Here are a few Indian dishes unique to Malaysia…

Roti canai


Traditionally, roti canai is served with dhal (lentil curry) or any type of curry, such as mutton or chicken curry. However, the versatility of roti canai as the staple lends itself to many variations, either savoury or sweet, with a variety of toppings and fillings, which includes eggs, banana, sardines and onion. In Thailand, it is usually served sweet – typical fillings include condensed milk, peanut butter, jam and nutella, without the curry.


Nasi kandar


It is a meal of steamed rice which can be plain or mildly flavoured, and served with a variety of curries and side dishes. The word nasi kandar, came about from a time when nasi hawkers or vendors would balance a kandar pole on their shoulder with two huge containers of rice meals. The name has remained and today the word nasi kandar is seen on most Tamil Muslim or ‘Malaysian Mamak’ restaurants and Indian-Muslim stall meals. Nasi kandar is sold exclusively in Indian Muslim restaurants and the recipes are closely guarded secrets.


Maggi goreng


Maggi Goreng is a style of cooking instant noodles, in particular the Maggi product range, which is common in Malaysia. It is commonly served at Mamak food stalls in Malaysia. The traditional way of cooking Maggi noodles is to boil them in hot water and then to add a sachet of flavouring included with the noodles to the water to create stock. However, Maggi goreng is cooked by stir-frying them with vegetables and eggs. Sometimes, other ingredients such as tofu, sambal (spicy chilli relish), dark soy, and sometimes meat are added.
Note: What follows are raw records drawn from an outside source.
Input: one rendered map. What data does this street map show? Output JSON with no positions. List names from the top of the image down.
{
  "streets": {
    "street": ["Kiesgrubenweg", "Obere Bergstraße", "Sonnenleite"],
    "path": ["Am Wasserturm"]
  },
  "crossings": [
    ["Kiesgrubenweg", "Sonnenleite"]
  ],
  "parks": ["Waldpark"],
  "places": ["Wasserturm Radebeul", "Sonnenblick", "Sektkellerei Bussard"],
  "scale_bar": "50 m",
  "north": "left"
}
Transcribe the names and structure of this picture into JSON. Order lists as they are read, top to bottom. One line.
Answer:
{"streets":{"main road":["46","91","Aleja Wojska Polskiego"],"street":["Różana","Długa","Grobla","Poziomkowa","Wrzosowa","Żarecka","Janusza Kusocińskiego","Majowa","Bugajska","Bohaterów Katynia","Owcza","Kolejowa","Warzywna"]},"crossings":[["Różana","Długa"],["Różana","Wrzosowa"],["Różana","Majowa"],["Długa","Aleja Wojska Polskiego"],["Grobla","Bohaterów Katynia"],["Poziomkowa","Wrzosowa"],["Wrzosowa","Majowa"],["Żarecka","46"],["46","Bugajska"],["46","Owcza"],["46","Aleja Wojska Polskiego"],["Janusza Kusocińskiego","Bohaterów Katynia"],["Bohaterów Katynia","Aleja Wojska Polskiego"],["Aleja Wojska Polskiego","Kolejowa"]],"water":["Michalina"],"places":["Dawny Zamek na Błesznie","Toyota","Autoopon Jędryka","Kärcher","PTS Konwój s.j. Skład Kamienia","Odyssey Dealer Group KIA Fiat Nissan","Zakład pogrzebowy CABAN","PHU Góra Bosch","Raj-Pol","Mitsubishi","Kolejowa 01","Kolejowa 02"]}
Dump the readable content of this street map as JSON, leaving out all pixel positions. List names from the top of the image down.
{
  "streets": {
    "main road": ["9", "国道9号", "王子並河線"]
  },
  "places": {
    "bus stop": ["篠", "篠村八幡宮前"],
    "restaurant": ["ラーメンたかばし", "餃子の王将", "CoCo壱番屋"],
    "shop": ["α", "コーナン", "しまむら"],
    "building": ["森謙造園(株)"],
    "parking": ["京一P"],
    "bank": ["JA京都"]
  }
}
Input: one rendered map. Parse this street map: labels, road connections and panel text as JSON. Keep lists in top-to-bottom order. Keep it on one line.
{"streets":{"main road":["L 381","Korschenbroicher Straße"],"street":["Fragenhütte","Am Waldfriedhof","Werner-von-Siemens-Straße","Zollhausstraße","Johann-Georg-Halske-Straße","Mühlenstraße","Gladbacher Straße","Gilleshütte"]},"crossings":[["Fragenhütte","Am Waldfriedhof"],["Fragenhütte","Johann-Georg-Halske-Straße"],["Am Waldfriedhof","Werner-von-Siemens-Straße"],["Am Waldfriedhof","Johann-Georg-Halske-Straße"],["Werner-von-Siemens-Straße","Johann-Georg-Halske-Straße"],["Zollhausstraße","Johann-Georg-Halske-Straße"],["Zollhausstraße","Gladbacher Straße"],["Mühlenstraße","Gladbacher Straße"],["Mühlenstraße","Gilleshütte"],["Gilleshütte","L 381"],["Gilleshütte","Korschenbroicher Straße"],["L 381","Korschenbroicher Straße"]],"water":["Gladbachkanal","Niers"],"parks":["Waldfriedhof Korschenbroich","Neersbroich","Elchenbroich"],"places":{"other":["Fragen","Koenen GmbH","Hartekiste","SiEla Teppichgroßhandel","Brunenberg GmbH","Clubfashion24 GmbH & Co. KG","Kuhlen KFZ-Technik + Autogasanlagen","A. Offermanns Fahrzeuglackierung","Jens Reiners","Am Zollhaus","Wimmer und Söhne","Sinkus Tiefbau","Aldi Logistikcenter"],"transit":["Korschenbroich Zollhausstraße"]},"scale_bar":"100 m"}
A slice of lime is usually placed at the side of the plate as a garnish. Users also can add an additional flavour such as curry powder or any readily made paste to enhance the flavour.


Pasembur (Mamak rojak)


Pasembur is a Malaysian salad consisting of cucumber (shredded), potatoes, beancurd, turnip, bean sprouts, prawn fritters, spicy fried crab, fried octopus or other seafoods and served with a sweet and spicy nut sauce. The term pasembur is peculiar to Northern Peninsular Malaysia. It is especially associated with Penang where pasembur can be had along Gurney Drive. In other parts of Malaysia, the term Mamak rojak is commonly used.


Putu Mayam


The appam is a favourite breakfast dish in Tamil homes. Idiyappam is known as putu mayam in Malay and usually sold by mobile motorcycle vendors. The process for making putu mayam (also known as string hoppers in English) consists of mixing rice flour or idiyappam flour with water and/or coconut milk, and pressing the dough through a sieve to make vermicelli-like noodles. These are steamed, usually with the addition of juice from the aromatic pandan leaf (screwpine) as flavouring. The noodles are served with grated coconut and jaggery, or, preferably, gur (date palm sugar). In some areas, gula melaka (coconut palm sugar) is the favourite sweetener.